AR is designed to be used on stationary data, meaning data with no seasonal or trend information.

Or to be specific, is it OK to apply AR model direct here on the given data without checking the seasonality and removing it if present which is showing some signs in first graph apparently?

Dear Dr Jason,

I had a go at the ‘persistence model’ section.

The dataset I used was the sp500.csv dataset.

From your code

As soon as I try to compute the “test_score”, I get the following error,

Any idea,

Anthony of Sydney NSW

It looks like you need to convert your data to floating point values.

E.g. in numpy this might be:

Dear Dr Jason,

Fixed the problem. You cannot assume that all *.csv numbers are floats or ints. For some reason, the numbers seem to be enclosed in quotes. Note that the data is is for the sp500.csv not the above exercise.

Note the numbers in the output are enclosed in quotes:

It works now,

Regards

Anthony from Sydney

Glad to hear you fixed it Anthony.

Dear Dr Jason,

The problem has been fixed. The values in the array were strings, so I had to convert them to strings.

So I converted the strings in each array to float.

Hope that helps others trying to convert values to appropriate data types in order to do numerical calculations.

Anthony from Sydney NSW

how can I show my prediction as date, instead of log, for example I have data set incident number for each week, I want to predict the following week

week1 669

week2 443

week3 555

so on april week 1 I want to show time series the prediction of week1 week2 of April

Sorry, I’m not sure I understand. Perhaps you can give a fuller example of inputs and outputs?

Thanks for this wonderful tutorial. I discovered your articles on facebook last year. Since then I have been following all your tutorials and I must confess that, though I started learning about machine learning in less than a year, my knowledge base has tremendously increased as a result of this free services you have been posting for all to see on the website.

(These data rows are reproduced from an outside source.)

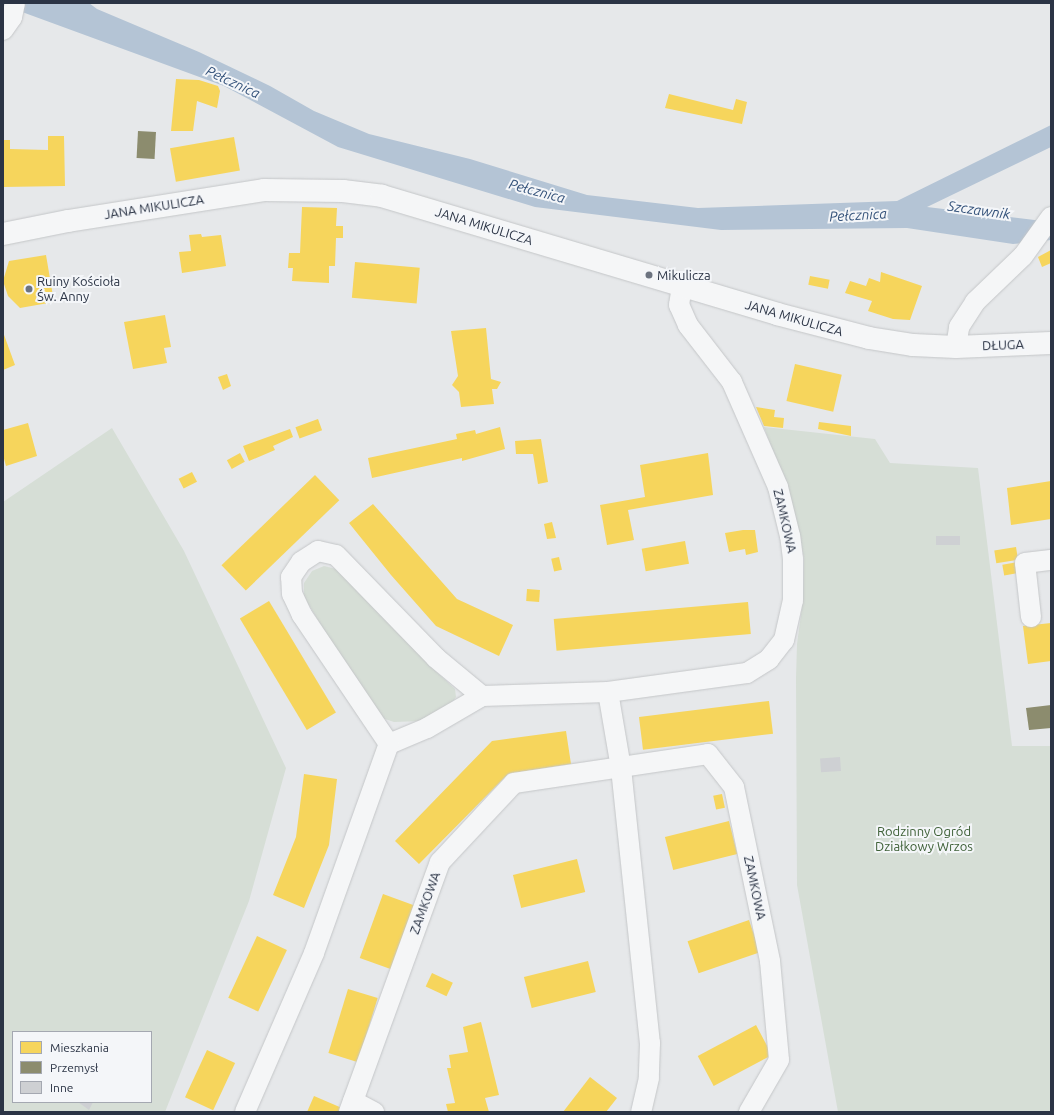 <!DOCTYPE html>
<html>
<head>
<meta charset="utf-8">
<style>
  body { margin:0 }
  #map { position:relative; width:1054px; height:1115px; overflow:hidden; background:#e6e8ea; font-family:Ubuntu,sans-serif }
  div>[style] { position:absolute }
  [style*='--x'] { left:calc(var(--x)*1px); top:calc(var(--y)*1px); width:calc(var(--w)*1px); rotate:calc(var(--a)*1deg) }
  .green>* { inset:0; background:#d6ded6 }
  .water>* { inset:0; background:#b4c4d5 }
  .homes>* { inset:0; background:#f6d55c; transform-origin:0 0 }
  .industry>* { inset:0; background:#8c8c6e; transform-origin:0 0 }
  .building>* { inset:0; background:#ced0d3; transform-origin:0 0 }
  .roads { filter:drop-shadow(0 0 1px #c4c6c8) drop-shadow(0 0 1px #c4c6c8) }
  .minor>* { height:20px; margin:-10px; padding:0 10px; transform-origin:10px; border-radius:10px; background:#f5f6f7 }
  .tertiary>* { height:22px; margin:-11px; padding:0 11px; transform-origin:11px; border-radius:11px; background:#f5f6f7 }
  .dots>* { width:11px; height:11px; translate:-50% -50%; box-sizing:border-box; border:2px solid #f4f6f9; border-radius:50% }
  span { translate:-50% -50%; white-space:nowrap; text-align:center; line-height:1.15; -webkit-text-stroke:4px #f4f6f9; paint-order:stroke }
  .street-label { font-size:13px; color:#2b3445 }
  .poi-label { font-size:13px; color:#2b3445 }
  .left { translate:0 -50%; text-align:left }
  .park-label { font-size:13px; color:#3f6138 }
  .water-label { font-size:14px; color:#34527a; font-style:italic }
  .frame { position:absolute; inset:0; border:4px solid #2b3445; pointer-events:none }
  .legend { position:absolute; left:12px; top:1031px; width:140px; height:72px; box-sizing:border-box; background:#f4f6f9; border:1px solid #a4a8b1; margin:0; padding:5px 7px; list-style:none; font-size:12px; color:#2b3445 }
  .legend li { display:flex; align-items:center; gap:8px; height:20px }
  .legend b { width:20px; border:1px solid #a4a8b1 }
</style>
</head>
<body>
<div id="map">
  <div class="green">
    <i style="clip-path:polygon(764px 427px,875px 439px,890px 463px,978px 468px,1012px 746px,1051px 746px,1051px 1112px,838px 1112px,797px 885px,796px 678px,797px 644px,803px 600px,804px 559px,800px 537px,785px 485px)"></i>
    <i style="clip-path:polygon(evenodd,112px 428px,184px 551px,286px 768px,249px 901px,165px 1112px,3px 1112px,3px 502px,112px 428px,13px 1032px,151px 1032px,151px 1102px,13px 1102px,13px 1032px)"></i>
    <i style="clip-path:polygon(324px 566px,344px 571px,428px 664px,455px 689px,456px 697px,450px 706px,422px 721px,394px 722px,382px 718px,352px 676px,304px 597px,304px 583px,312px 571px)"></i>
  </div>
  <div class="water">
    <i style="clip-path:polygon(3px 3px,89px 3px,97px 9px,199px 52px,270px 86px,314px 111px,369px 134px,470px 159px,587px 195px,698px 208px,897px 201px,1051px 125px,1051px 147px,927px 207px,1051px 222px,1051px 240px,1013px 244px,907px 228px,721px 230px,535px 207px,338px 147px,224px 86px,3px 5px)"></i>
  </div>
  <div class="homes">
    <i style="clip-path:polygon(176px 79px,199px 80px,218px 86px,220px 91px,217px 108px,197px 101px,193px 131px,171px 131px)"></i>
    <i style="clip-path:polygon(669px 94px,733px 110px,736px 99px,747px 102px,742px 124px,665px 108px)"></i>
    <i style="clip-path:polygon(48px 136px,64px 136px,65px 186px,3px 187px,3px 140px,10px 140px,10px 149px,48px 150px)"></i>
    <i style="left:234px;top:137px;width:34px;height:65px;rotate:80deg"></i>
    <i style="clip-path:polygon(302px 207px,337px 208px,336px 226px,343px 226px,343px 238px,336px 238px,335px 266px,329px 266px,329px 283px,292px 281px,293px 268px,288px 268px,289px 253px,300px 253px)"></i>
    <i style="clip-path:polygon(201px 234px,202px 237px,221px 235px,226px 266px,182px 273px,179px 252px,191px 251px,189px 235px)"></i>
    <i style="clip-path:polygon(1051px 250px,1051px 263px,1042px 267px,1038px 257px)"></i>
    <i style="clip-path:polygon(46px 255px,54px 302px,20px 308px,8px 296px,3px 281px,9px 261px)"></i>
    <i style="left:355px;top:262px;width:65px;height:36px;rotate:5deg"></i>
    <i style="clip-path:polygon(881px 272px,922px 286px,910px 320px,893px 319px,868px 311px,872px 301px,845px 293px,850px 281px,866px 286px,869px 278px,880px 282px)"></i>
    <i style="left:810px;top:276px;width:20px;height:9px;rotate:11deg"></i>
    <i style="clip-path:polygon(165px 315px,171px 347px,164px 348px,167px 363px,133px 369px,124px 322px)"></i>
    <i style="clip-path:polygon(486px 328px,491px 379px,501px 382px,497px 389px,492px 389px,494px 404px,461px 407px,459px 392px,452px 385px,458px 376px,451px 331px)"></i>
    <i style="clip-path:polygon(3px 332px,15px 365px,3px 370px)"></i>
    <i style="left:795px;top:364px;width:48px;height:38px;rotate:13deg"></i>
    <i style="clip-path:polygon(227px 374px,231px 386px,223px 390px,218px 377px)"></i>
    <i style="clip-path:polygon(756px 407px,775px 410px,774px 417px,784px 418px,783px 428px,764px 426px)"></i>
    <i style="left:318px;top:419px;width:12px;height:24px;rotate:70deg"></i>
    <i style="clip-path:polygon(819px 422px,851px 426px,851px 436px,818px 429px)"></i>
    <i style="clip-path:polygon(28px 423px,37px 456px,6px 466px,3px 455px,3px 430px)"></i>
    <i style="clip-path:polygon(500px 427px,505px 449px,462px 461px,462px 458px,372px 478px,368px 458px,457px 439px,456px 434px,475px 430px,476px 434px)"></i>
    <i style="clip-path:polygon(290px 429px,293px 437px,273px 446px,275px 450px,249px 461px,243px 446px)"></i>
    <i style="clip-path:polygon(541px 439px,548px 482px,538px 484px,533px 454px,516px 454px,515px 441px)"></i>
    <i style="left:240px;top:453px;width:10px;height:15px;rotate:61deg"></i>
    <i style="clip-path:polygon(708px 453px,713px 495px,628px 510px,634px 540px,607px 545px,600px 505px,645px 497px,640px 465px)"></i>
    <i style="left:192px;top:472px;width:11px;height:15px;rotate:63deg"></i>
    <i style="left:315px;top:475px;width:35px;height:130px;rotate:46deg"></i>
    <i style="clip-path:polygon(1051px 481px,1051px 519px,1011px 525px,1007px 488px)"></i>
    <i style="clip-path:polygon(373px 504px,457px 599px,513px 625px,499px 656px,436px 626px,391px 575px,349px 523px)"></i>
    <i style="clip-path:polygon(552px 522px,556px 538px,547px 539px,544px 524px)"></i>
    <i style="clip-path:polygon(743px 530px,755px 530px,758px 552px,746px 555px,745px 549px,729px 552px,725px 533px)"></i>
    <i style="left:685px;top:541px;width:23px;height:44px;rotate:80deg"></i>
    <i style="left:1016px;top:547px;width:13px;height:22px;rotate:81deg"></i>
    <i style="left:559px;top:557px;width:13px;height:8px;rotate:77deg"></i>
    <i style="left:1023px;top:561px;width:11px;height:21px;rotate:80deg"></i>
    <i style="left:527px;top:589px;width:13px;height:12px;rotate:4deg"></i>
    <i style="left:269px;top:601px;width:130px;height:34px;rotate:59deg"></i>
    <i style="left:748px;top:602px;width:32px;height:195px;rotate:85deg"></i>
    <i style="clip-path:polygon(1051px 623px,1051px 661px,1028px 664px,1023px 626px)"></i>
    <i style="left:769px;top:701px;width:33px;height:131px;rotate:83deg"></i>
    <i style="clip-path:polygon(566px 731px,571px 764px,508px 774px,419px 864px,395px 841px,492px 741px)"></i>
    <i style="clip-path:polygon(304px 774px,337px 779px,329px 845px,304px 908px,273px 895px,296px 837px)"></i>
    <i style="left:722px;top:794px;width:14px;height:9px;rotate:78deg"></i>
    <i style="left:729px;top:821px;width:34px;height:66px;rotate:76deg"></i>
    <i style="left:577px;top:859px;width:34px;height:66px;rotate:76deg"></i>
    <i style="left:383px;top:894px;width:35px;height:68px;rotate:20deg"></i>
    <i style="left:749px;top:920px;width:34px;height:65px;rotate:71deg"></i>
    <i style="left:257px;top:936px;width:33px;height:68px;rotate:25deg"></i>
    <i style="left:588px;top:961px;width:32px;height:66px;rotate:76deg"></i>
    <i style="left:432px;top:973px;width:23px;height:15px;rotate:25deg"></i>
    <i style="left:348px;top:989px;width:31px;height:67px;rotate:17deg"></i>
    <i style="clip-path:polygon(481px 1022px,499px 1095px,485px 1098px,489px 1112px,448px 1112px,446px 1104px,455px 1103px,447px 1068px,451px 1068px,449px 1055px,468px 1052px,463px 1027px)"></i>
    <i style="left:756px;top:1025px;width:34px;height:66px;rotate:62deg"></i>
    <i style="left:207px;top:1050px;width:31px;height:52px;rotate:25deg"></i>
    <i style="clip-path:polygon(590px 1077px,617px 1098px,606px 1112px,563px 1112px)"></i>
    <i style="clip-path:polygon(314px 1096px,342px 1108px,341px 1112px,307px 1112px)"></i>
  </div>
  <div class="industry">
    <i style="left:138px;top:131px;width:18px;height:27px;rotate:3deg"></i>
    <i style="clip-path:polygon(1051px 705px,1051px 728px,1029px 730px,1026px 708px)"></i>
  </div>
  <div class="building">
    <i style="left:960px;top:536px;width:9px;height:24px;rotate:90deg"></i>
    <i style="left:840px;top:757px;width:14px;height:20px;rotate:86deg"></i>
    <i style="clip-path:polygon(78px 1102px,93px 1102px,89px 1110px)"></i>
  </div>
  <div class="roads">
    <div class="minor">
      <i style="--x:3;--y:30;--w:16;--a:-55"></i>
      <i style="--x:12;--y:17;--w:14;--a:-78"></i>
      <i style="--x:956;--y:347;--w:20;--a:-81"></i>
      <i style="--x:959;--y:327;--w:30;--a:-57"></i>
      <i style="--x:975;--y:302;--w:66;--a:-43.8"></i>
      <i style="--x:1023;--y:256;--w:48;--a:-54.3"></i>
      <i style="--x:1031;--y:617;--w:54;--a:-96.3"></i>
      <i style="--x:1025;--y:563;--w:26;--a:-7"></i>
      <i style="--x:608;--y:692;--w:77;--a:80.3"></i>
      <i style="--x:621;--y:768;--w:277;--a:84"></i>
      <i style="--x:650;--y:1043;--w:35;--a:92"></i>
      <i style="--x:649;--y:1078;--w:35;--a:103"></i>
      <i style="--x:389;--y:744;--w:41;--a:-22.8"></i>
      <i style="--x:427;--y:728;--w:64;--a:-30.2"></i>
      <i style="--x:353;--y:1101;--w:24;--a:28"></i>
      <i style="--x:245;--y:1112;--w:173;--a:-66.5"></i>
      <i style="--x:314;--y:953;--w:222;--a:-70.3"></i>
      <i style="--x:389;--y:744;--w:156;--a:-124"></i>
      <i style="--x:302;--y:615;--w:23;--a:-115"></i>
      <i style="--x:292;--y:594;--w:17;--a:-93"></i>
      <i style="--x:291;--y:577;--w:18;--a:-56"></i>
      <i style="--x:301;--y:562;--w:20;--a:-33"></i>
      <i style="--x:318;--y:551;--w:18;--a:13"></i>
      <i style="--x:336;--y:555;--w:144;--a:45.8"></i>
      <i style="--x:436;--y:658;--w:60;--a:39.6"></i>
      <i style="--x:482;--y:696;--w:126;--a:-1.8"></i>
      <i style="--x:608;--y:692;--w:140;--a:-7.8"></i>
      <i style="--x:747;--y:673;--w:26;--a:-32"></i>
      <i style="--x:769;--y:659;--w:24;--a:-52"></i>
      <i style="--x:784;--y:640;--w:41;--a:-77.3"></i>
      <i style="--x:793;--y:600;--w:41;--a:-90"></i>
      <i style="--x:793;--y:559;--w:23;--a:-97"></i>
      <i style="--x:790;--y:536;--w:50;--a:-103.8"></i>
      <i style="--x:778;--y:487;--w:115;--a:-113.7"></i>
      <i style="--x:732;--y:382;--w:72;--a:-127.7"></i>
      <i style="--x:688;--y:325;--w:22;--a:-114"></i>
      <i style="--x:679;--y:305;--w:20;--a:-81"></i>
      <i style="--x:349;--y:1112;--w:266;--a:-70"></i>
      <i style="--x:440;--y:862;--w:108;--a:-46.9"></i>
      <i style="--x:514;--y:783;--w:196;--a:-8.5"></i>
      <i style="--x:708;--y:754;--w:42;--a:51.8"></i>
      <i style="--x:734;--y:787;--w:178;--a:78.3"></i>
      <i style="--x:770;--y:961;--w:99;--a:84.8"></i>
      <i style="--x:779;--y:1060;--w:60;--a:120"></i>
    </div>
    <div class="tertiary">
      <i style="--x:3;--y:234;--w:66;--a:-11.3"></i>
      <i style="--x:68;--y:221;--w:198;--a:-9"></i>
      <i style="--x:264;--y:190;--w:79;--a:0.7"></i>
      <i style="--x:343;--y:191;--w:39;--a:7"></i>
      <i style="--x:382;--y:196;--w:412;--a:16.6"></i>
      <i style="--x:777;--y:314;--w:95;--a:14.6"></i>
      <i style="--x:869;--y:338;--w:45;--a:9"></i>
      <i style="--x:913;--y:345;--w:43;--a:2.7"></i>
      <i style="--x:956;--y:347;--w:95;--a:-2.4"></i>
    </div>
  </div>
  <div class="dots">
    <i style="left:649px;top:275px;background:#6c737f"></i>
    <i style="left:29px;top:289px;background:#6c737f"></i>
  </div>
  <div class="street-label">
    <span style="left:154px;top:207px;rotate:-9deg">JANA MIKULICZA</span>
    <span style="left:484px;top:226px;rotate:17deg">JANA MIKULICZA</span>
    <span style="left:794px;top:318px;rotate:16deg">JANA MIKULICZA</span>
    <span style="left:1003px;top:345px;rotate:-2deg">DŁUGA</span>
    <span style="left:785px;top:521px;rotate:77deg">ZAMKOWA</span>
    <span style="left:755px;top:888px;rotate:78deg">ZAMKOWA</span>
    <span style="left:425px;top:903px;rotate:-70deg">ZAMKOWA</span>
  </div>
  <div class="poi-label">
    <span class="left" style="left:657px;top:275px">Mikulicza</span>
    <span class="left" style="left:37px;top:289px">Ruiny Kościoła<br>Św. Anny</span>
  </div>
  <div class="park-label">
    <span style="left:924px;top:839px">Rodzinny Ogród<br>Działkowy Wrzos</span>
  </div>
  <div class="water-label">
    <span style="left:233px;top:82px;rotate:25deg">Pełcznica</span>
    <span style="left:537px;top:191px;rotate:15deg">Pełcznica</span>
    <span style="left:979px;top:210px;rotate:8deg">Szczawnik</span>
    <span style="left:858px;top:215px;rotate:-3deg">Pełcznica</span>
  </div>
  <div class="frame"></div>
  <ul class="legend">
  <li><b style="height:11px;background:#f6d55c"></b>Mieszkania</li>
  <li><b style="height:11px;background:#8c8c6e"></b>Przemysł</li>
  <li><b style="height:11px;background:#ced0d3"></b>Inne</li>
  </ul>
</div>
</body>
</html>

Thanks once more for this generosity Dr Jason.

My question is that, I have carefully followed all your procedures in this article on my data set that was recorded every 10mins for 2 months. Please I would like to know which time lag is appropriate for forecasting to see the next 7 days value or more or less.

My time series is a stationary one according to the test statistics and histogram I have applied on it. but I still don’t know if a reasonable conclusion can be reached with a data set that was recorded for 2 months every 10mins daily.

Well done on your progress!

This post gives you some ideas on how to select suitable q and p values (lag vars):

http://machinelearningmastery.com/gentle-introduction-autocorrelation-partial-autocorrelation/

I hope that helps as a start.

Dr Jason,

Thank you so much for this post. I have finally learned how to go from theory to practice.

I’m so glad to hear that Soy, thanks!